Topic: Thoughts about a standard string_argument to unify char* and


Author: "Alf P. Steinbach" <alfps@start.no>
Date: Sun, 29 Apr 2007 17:57:05 CST
Raw View
* Pablo Halpern:
> On Mar 31, 3:05 pm, "Andrei Alexandrescu (See Website For Email)"
> <SeeWebsiteForEm...@erdani.org> wrote:
>> Wow. It would be great if the language could distinguish (by e.g.
>> assigning a different type) a literal from a const char*.
>
> I was thinking about exactly this problem earlier today.  Such a
> feature would most often be associated with string literals, but could
> be useful for any kind of pointer-to-statically-allocated object.  I
> was thinking of a syntax something like this (using basic_string) as
> an example:
>
> basic_string(static const charT* s) {
>     // s is a string literal or a pointer to a const array of char, so
> we don't need to
>     // copy its contents.
> }
>
> basic_string(const charT* s) {
>    // s is NOT a string literal.  We must copy its contents
> }
>
> The idea is that, within an argument declaration, the word "static" is
> used to modify a pointer or reference so that it will only match (and
> will be the preferred match) if the actual argument is a pointer or
> reference to statically-allocated storage.  An important restriction,
> though, is that a pointer to non-const static storage will NOT match
> an argument of type pointer-to-static-const-object.  In other-words,
> the normal cvq promotions will not occur for pointer arguments that
> are declared static.  That restriction does make it a bit weird.
>
> Any opinions/refinements?

Regarding weirdness, consider

   char const * const data[] = { "a", "b", "c" };

   void foo( char static const * static const * strings ) { ... }

   int main() { foo( data ); }

The possible occurrence of multiple "static" keywords in a declarator is
an additional weirdness.  But perhaps it's better (no introduction of
new keyword) than writing

   void foo( char static_const * static_const strings ) { ... }

In another direction, a template based syntax has been proposed for this
kind of thing (except that as far as I can see the problem of character
string literals, which do not have external linkage, was not discussed)
in 2004, by Daniel Frey, <url: http://preview.tinyurl.com/yoo3m2>.

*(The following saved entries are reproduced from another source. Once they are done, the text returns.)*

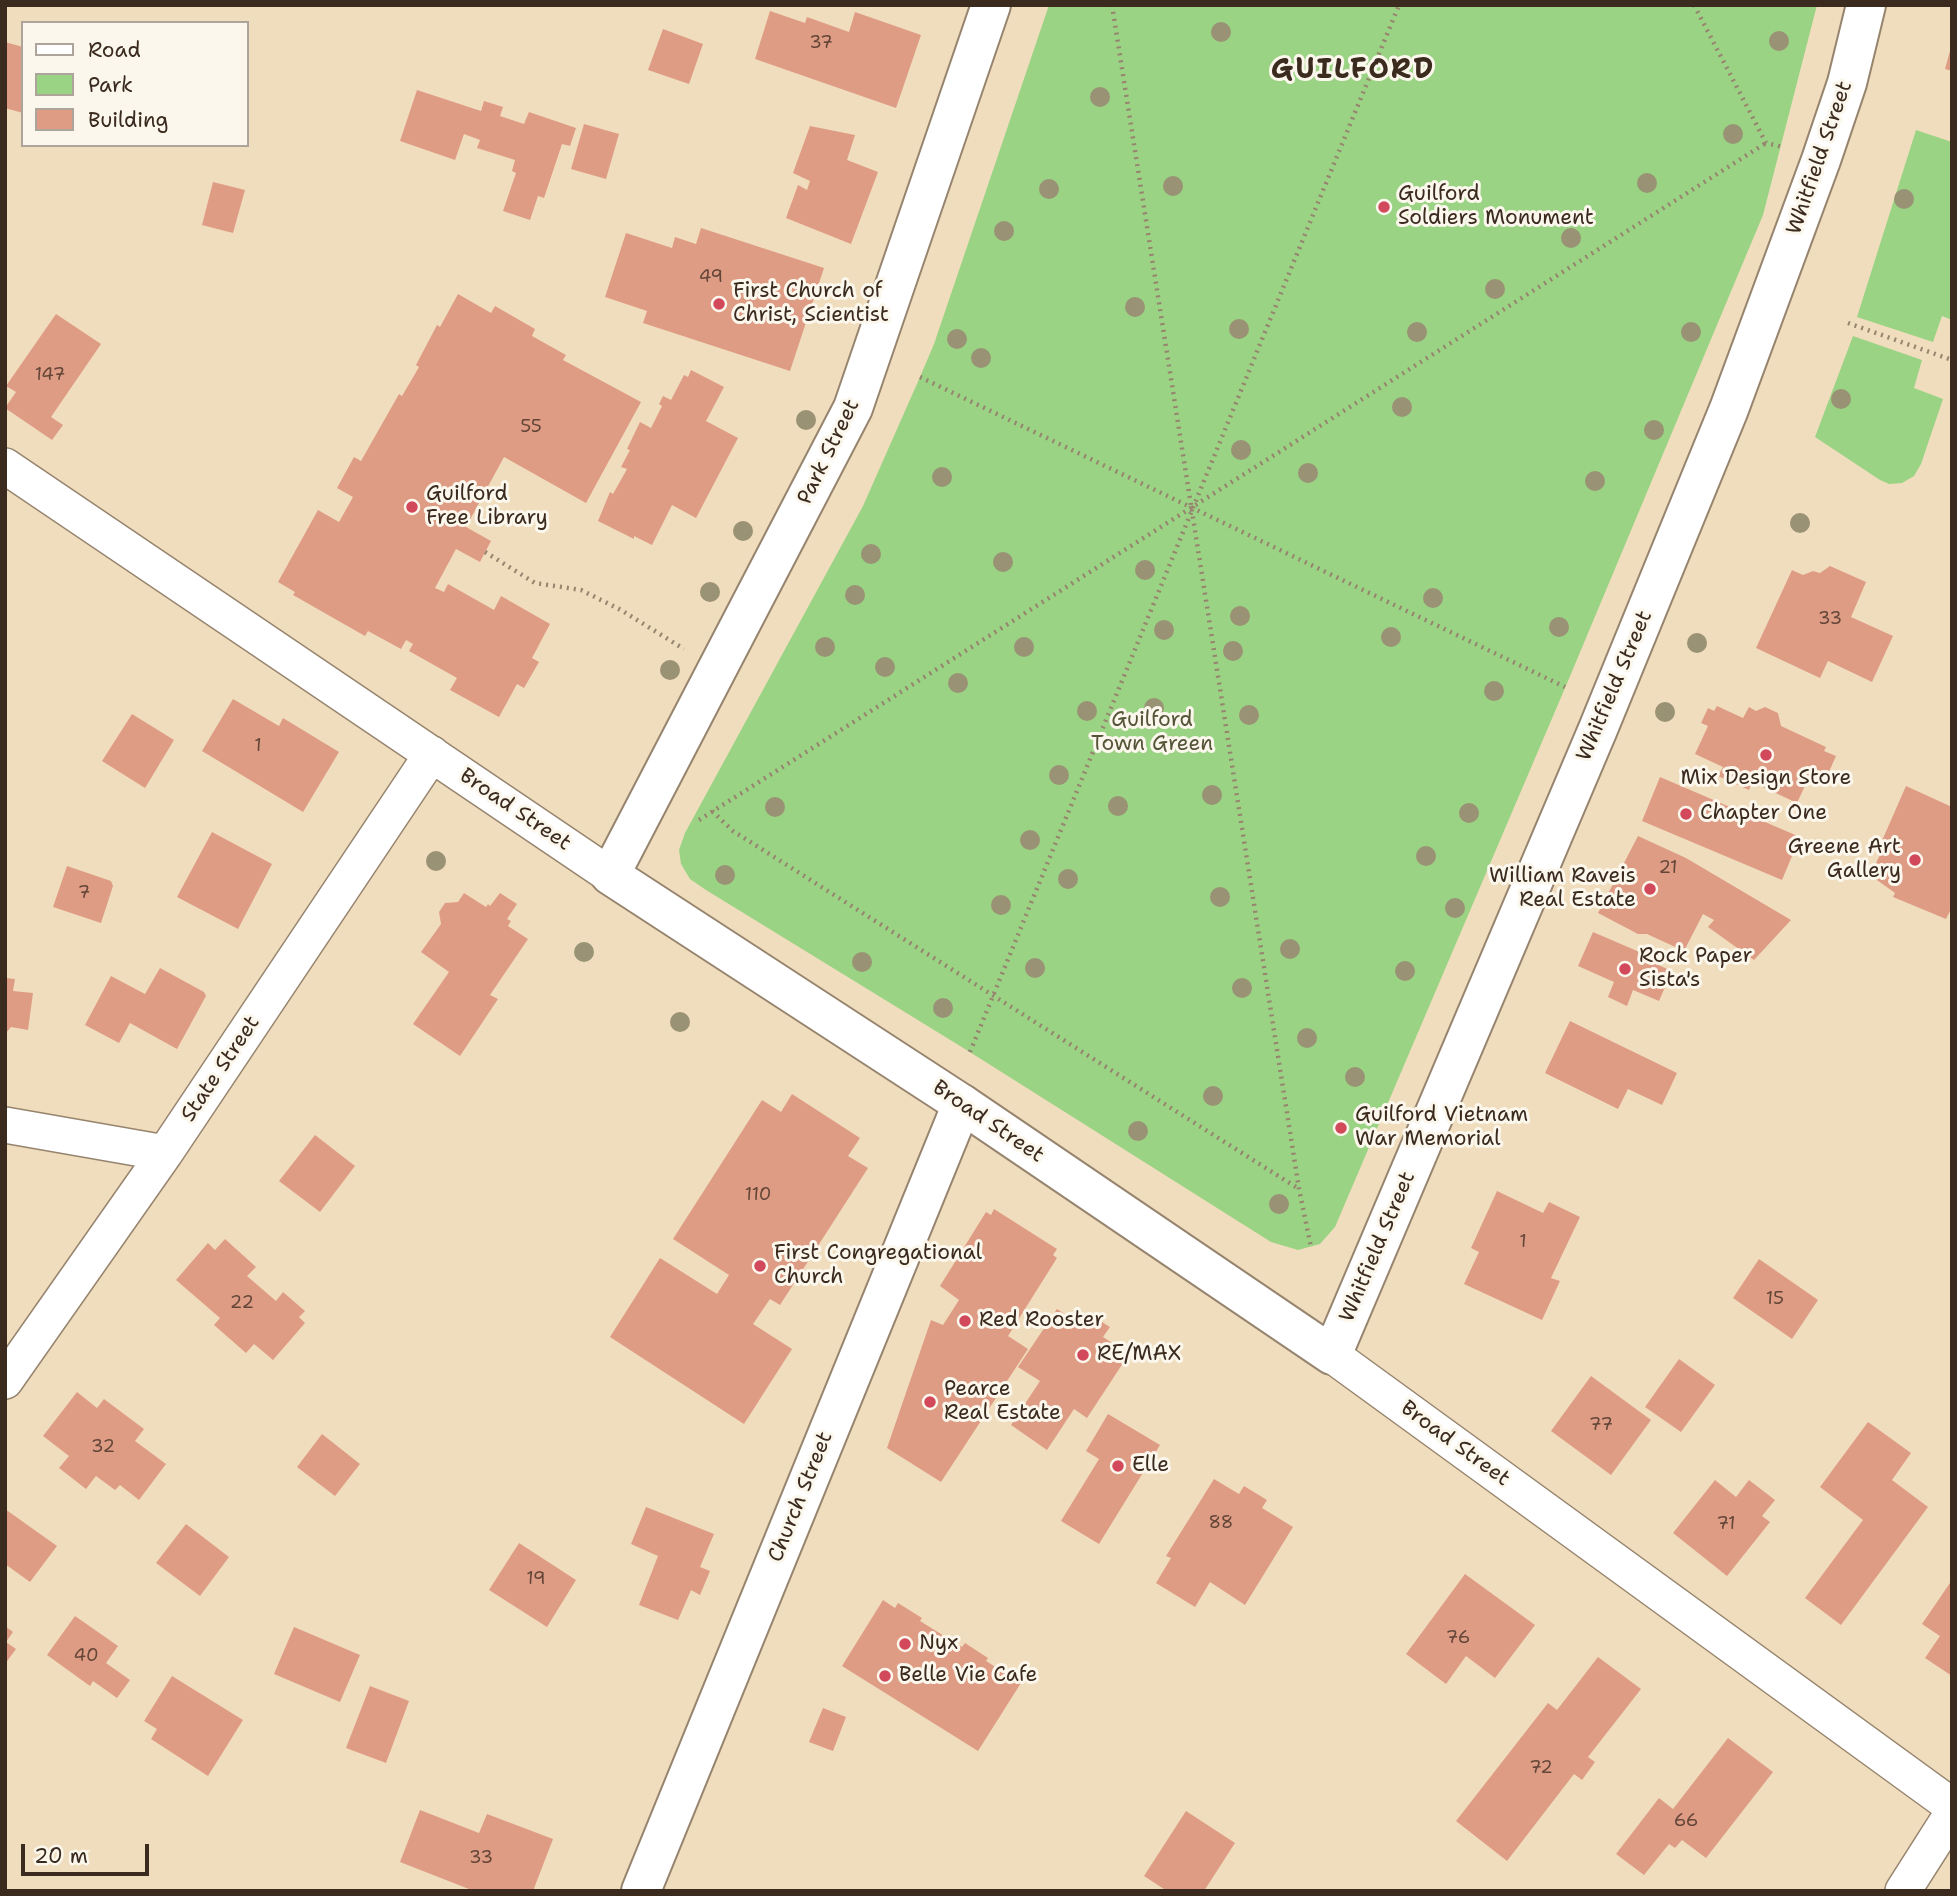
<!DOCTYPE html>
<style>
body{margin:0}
#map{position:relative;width:1957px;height:1896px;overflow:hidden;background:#f0ddbd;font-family:"Shantell Sans",sans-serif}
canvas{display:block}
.frame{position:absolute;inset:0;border:7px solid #3b2a1e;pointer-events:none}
.legend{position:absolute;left:21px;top:21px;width:228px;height:126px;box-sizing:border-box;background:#fbf7ec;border:2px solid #aea59a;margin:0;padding:9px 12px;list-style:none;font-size:21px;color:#3b2a1e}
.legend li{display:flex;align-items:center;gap:14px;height:35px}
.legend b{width:35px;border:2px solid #aea59a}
.scale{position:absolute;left:21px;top:1844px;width:128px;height:32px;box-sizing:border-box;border:4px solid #3b2a1e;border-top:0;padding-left:9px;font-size:21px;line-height:24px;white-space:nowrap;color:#3b2a1e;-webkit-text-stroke:5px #fbf7ec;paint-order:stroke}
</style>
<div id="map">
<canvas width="1957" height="1896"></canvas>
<div class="frame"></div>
<ul class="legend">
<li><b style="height:9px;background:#fff"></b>Road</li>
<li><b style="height:19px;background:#9bd385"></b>Park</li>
<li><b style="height:19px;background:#df9c85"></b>Building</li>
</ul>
<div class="scale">20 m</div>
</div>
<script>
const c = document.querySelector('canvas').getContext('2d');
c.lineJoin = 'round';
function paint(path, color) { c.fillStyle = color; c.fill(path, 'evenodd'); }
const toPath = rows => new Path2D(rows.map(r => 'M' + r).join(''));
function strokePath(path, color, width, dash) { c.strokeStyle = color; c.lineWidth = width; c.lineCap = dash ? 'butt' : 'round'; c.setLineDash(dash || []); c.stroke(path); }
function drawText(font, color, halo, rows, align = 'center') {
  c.font = font + ' "Shantell Sans",sans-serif'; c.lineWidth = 6; c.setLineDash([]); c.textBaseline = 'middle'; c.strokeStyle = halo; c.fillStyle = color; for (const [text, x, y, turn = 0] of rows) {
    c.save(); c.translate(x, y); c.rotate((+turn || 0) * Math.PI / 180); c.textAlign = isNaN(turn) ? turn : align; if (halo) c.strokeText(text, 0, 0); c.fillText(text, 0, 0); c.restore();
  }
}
paint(toPath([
 [1049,5,1817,5,1763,215,1568,681,1335,1227,1320,1244,1298,1250,1271,1242,965,1049,706,890,690,879,681,864,679,850,685,833,863,506,920,377,934,344],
 [1916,130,1952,142,1952,320,1942,316,1933,342,1857,317],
 [1853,336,1922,360,1914,388,1943,399,1921,464,1914,476,1902,483,1889,484,1880,480,1815,437]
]), '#9bd385');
paint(toPath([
 [770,11,805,23,807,17,849,32,855,12,921,35,896,108,755,59],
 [663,29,703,44,689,84,648,70],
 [5,42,23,47,23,113,5,108],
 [1951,47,1952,47,1952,71,1945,69],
 [417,90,481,111,484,101,503,107,500,116,524,124,529,112,576,128,570,146,562,144,544,198,538,196,530,220,503,211,516,173,512,171,515,160,477,148,480,140,464,134,455,160,400,141],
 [584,124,619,134,606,179,571,169],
 [810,126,855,135,847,160,878,172,851,244,786,218,798,185,807,190,810,181,793,173],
 [213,182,245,190,233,233,202,225],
 [701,228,824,268,790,371,643,323,647,311,605,297,626,233,672,248,675,237,696,244],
 [458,294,491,313,495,306,535,329,532,336,566,355,563,360,641,402,586,503,504,457,466,527,491,541,480,562,456,549,435,588,444,592,448,584,494,610,501,596,550,624,532,658,539,662,524,688,517,684,499,717,450,690,457,678,409,651,413,644,406,640,401,649,368,631,365,636,293,595,295,592,278,582,318,510,339,522,353,497,337,488,354,457,361,461,399,394,402,396,419,367,416,365,437,325,440,327],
 [56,314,101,344,51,417,63,425,52,440,5,408,16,392,6,386],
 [691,370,724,387,706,421,738,438,696,518,672,505,652,545,634,536,634,539,598,521,610,492,613,494,627,469,621,467,630,450,627,449,640,422,651,428,662,406,659,404,663,396,671,400,684,375,688,377],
 [1830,566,1866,582,1851,617,1893,636,1872,682,1828,661,1820,678,1756,648,1792,570,1803,575,1813,571,1820,573],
 [233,699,279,726,283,718,339,752,303,812,202,751],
 [1717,706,1743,718,1749,707,1756,711,1765,707,1778,713,1781,726,1826,747,1824,751,1836,756,1824,783,1809,777,1797,803,1752,782,1749,790,1718,776,1723,767,1695,754,1708,726,1701,723,1708,708,1714,711],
 [132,714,174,740,145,788,102,761],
 [1660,777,1800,837,1782,880,1642,821],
 [1906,786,1952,807,1952,907,1946,919,1893,897,1895,893,1870,875,1885,845,1881,843],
 [212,832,272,864,238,929,177,897],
 [1638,836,1686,858,1791,920,1754,960,1708,927,1714,920,1703,914,1684,951,1647,934,1638,934,1598,913],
 [67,866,111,881,113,886,101,923,53,907],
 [464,893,486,907,488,904,490,906,500,893,517,904,507,919,511,921,508,926,528,939,490,995,498,999,460,1056,413,1024,449,972,421,952,441,924,439,912,445,903,458,902],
 [1593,932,1658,960,1656,964,1672,971,1659,1001,1633,990,1627,1006,1608,997,1614,982,1578,966],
 [160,968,204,992,206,996,177,1049,130,1023,119,1043,85,1025,111,976,145,994],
 [5,978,15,979,13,991,33,993,28,1030,11,1027,5,1034],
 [1570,1021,1677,1073,1662,1105,1628,1089,1618,1109,1545,1073],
 [792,1094,860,1138,848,1156,868,1168,780,1305,770,1299,753,1324,792,1349,744,1424,610,1337,660,1258,717,1294,729,1275,673,1239,762,1100,781,1112],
 [315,1135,355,1166,320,1212,279,1181],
 [1497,1191,1543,1213,1549,1202,1580,1217,1551,1278,1560,1281,1542,1320,1464,1284,1479,1252,1471,1248],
 [994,1209,1057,1249,1053,1255,1057,1258,1008,1336,1028,1349,941,1482,887,1448,931,1320,943,1325,959,1300,940,1286,986,1212,991,1215],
 [225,1239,256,1267,247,1276,276,1301,283,1292,305,1311,299,1317,305,1323,273,1360,254,1344,246,1353,214,1325,220,1318,176,1280,208,1243,215,1250],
 [1759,1259,1818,1300,1792,1339,1733,1298],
 [1057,1309,1082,1325,1089,1314,1110,1327,1103,1337,1129,1354,1087,1418,1074,1409,1047,1450,1011,1425,1040,1381,1018,1367],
 [1679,1359,1715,1385,1681,1432,1645,1407],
 [1591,1376,1651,1420,1611,1475,1551,1431],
 [77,1392,97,1408,104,1399,144,1429,135,1441,166,1464,139,1500,120,1485,115,1490,96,1476,86,1489,59,1468,69,1456,43,1436],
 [1108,1414,1160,1445,1099,1544,1061,1521,1099,1459,1086,1451],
 [1868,1422,1911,1453,1892,1480,1928,1507,1841,1625,1805,1598,1863,1520,1820,1487],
 [322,1434,360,1464,335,1496,297,1467],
 [1214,1479,1239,1494,1244,1486,1267,1500,1262,1508,1293,1527,1245,1605,1210,1582,1195,1607,1156,1583,1171,1558,1166,1556],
 [1715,1480,1736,1497,1749,1480,1775,1500,1762,1516,1770,1522,1727,1576,1673,1533],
 [646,1507,714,1534,700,1567,710,1571,700,1595,691,1590,678,1620,639,1605,658,1556,631,1544],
 [5,1509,57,1546,30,1582,5,1564],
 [186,1524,229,1557,200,1596,156,1563],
 [519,1543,576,1580,547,1627,489,1590],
 [1465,1574,1535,1625,1495,1678,1466,1656,1446,1684,1406,1654],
 [1952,1580,1952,1676,1925,1658,1940,1636,1922,1624],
 [883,1600,895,1608,898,1603,922,1618,920,1621,962,1647,965,1643,988,1658,986,1661,1021,1683,978,1751,842,1666],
 [75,1616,118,1646,106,1663,130,1680,117,1698,93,1681,90,1686,47,1655],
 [5,1626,13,1632,6,1642,16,1649,5,1664],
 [294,1627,360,1655,340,1702,274,1674],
 [1598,1657,1641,1689,1588,1757,1595,1762,1582,1780,1574,1774,1507,1861,1456,1821,1548,1703,1557,1710],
 [172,1676,243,1720,208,1776,151,1739,157,1729,144,1721],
 [370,1686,409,1701,386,1763,346,1748],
 [823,1708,846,1717,833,1751,809,1742],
 [1728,1738,1773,1772,1706,1858,1682,1840,1675,1848,1669,1844,1644,1875,1616,1854,1659,1798,1673,1809],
 [420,1810,479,1833,487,1814,553,1839,533,1891,474,1891,400,1862],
 [1186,1811,1235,1843,1204,1891,1167,1891,1144,1876]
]), '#df9c85');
const minor = toPath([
 [5,466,610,875],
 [5,1125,165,1153],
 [1332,1355,1952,1806],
 [5,1381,165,1153,432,754],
 [1903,1891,1952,1814]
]);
const tertiary = toPath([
 [962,1104,610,875,853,408,991,5]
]);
const secondary = toPath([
 [641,1891,962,1104,1332,1355,1598,729,1729,409,1821,160,1847,83,1866,5]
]);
strokePath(minor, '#96846e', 38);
strokePath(tertiary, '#96846e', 42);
strokePath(secondary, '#96846e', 42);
strokePath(toPath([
 [1112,5,1299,1189,1311,1247],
 [1694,5,1766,143,1783,147],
 [1848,323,1952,360],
 [920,377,1565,687],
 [485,552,535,583,581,590,621,610,684,649],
 [712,811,733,831,1299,1189],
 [699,820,1766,143],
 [970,1052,1399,5]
]), '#96846e', 4.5, [2, 5]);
strokePath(minor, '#fff', 35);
strokePath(tertiary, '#fff', 38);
strokePath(secondary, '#fff', 38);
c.fillStyle = '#9a9274';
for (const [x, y] of [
 [1221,32],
 [1779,41],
 [1100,97],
 [1733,134],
 [1647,183],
 [1173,186],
 [1049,189],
 [1904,199],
 [1004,231],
 [1571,238],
 [1495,289],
 [1135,307],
 [1239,329],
 [1417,332],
 [1691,332],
 [957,339],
 [981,358],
 [1841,399],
 [1402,407],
 [806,420],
 [1654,430],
 [1241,450],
 [1308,473],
 [942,477],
 [1595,481],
 [1800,523],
 [743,531],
 [871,554],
 [1003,562],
 [1145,570],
 [710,592],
 [855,595],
 [1433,598],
 [1240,616],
 [1559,627],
 [1164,630],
 [1391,637],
 [1697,643],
 [825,647],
 [1024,647],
 [1233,651],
 [885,667],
 [670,670],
 [958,683],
 [1494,691],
 [1154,708],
 [1087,711],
 [1665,712],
 [1249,715],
 [1059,775],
 [1212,795],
 [1118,806],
 [775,807],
 [1469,813],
 [1030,840],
 [1426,856],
 [436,861],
 [725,875],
 [1068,879],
 [1220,897],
 [1001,905],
 [1455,908],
 [1290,949],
 [584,952],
 [862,962],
 [1035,968],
 [1405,971],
 [1242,988],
 [943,1008],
 [680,1022],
 [1307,1038],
 [1355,1077],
 [1213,1096],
 [1138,1131],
 [1279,1204]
]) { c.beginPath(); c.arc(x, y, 10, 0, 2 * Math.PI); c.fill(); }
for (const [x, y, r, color] of [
 [1384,207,7,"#d1495b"],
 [719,304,7,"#d1495b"],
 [412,507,7,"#d1495b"],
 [1766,755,7,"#d1495b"],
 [1686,814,7,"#d1495b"],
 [1915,860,7,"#d1495b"],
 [1650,889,7,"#d1495b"],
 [1625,969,7,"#d1495b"],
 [1341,1128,7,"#d1495b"],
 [760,1266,7,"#d1495b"],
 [965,1321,7,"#d1495b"],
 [1083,1355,7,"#d1495b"],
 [930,1402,7,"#d1495b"],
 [1118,1466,7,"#d1495b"],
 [905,1644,7,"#d1495b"],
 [885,1676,7,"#d1495b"]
]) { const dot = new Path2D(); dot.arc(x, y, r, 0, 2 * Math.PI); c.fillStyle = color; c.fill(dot); strokePath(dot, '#fbf7ec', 2.5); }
drawText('18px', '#644638', null, [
 ["37",821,43],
 ["49",711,277],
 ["147",50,375],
 ["55",531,427],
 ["33",1830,619],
 ["1",258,746],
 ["21",1668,868],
 ["7",84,893],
 ["110",758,1195],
 ["1",1523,1242],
 ["15",1775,1299],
 ["22",242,1303],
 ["77",1601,1425],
 ["32",103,1447],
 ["88",1221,1523],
 ["71",1726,1524],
 ["19",536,1579],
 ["76",1458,1638],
 ["40",86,1656],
 ["72",1541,1768],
 ["66",1686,1821],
 ["33",481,1858]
]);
drawText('21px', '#3b2a1e', '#fbf7ec', [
 ["Whitfield Street",1820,158,-71],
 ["Park Street",829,452,-64],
 ["Whitfield Street",1615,686,-67],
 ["Broad Street",515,810,34],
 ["State Street",221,1069,-56],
 ["Broad Street",988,1122,34],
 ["Whitfield Street",1378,1247,-67],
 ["Broad Street",1455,1444,36],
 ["Church Street",801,1497,-68]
]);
drawText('21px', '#3b2a1e', '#fbf7ec', [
 ["Guilford",1398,195],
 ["Soldiers Monument",1398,219],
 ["First Church of",733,292],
 ["Christ, Scientist",733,316],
 ["Guilford",426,495],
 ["Free Library",426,519],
 ["Mix Design Store",1766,779,"center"],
 ["Chapter One",1700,814],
 ["Greene Art",1901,848,"right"],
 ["Gallery",1901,872,"right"],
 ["William Raveis",1636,877,"right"],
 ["Real Estate",1636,901,"right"],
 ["Rock Paper",1639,957],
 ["Sista's",1639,981],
 ["Guilford Vietnam",1355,1116],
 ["War Memorial",1355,1140],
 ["First Congregational",774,1254],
 ["Church",774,1278],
 ["Red Rooster",979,1321],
 ["RE/MAX",1097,1355],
 ["Pearce",944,1390],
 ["Real Estate",944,1414],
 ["Elle",1132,1466],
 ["Nyx",919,1644],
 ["Belle Vie Cafe",899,1676]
], 'left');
drawText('21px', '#535438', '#fbf7ec', [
 ["Guilford",1152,721],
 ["Town Green",1152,745]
]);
c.letterSpacing = '2px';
drawText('bold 28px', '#3b2a1e', '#fbf7ec', [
 ["GUILFORD",1353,71]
]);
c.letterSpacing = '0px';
</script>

Repeating Daniel's original example, where "ICE" means "Integral
Constant Expression"  --  some generalization needed for strings:

   void f( int i ) // #1
   {
       // Used if f is called with a non-ICE
   }

   template< int I > void f( const int I ) // #2
   {
       // Used if f is called with an ICE != 2
   }

   template<> void f<2>( const int ) // #3
   {
       // Specialized if f is called with an ICE == 2
   }

   int main()
   {
       const int i = 2;
       f(i); // calls #1
       f(1); // calls #2
       f(2); // calls #3
   }

And the ensuing discussion (see URL above) brought to view that
essentially the same mechanism had been suggested in 2002 by Aleksey
Gurtovoy, <url: http://tech.groups.yahoo.com/group/boost/message/24271>.

 From that perspective what's needed seems to be not new syntax, but
just new semantics in order to make this mechanism work for integral
values and in order to make it deal conveniently with literal strings
and perhaps  --  ouch  --  floating point values.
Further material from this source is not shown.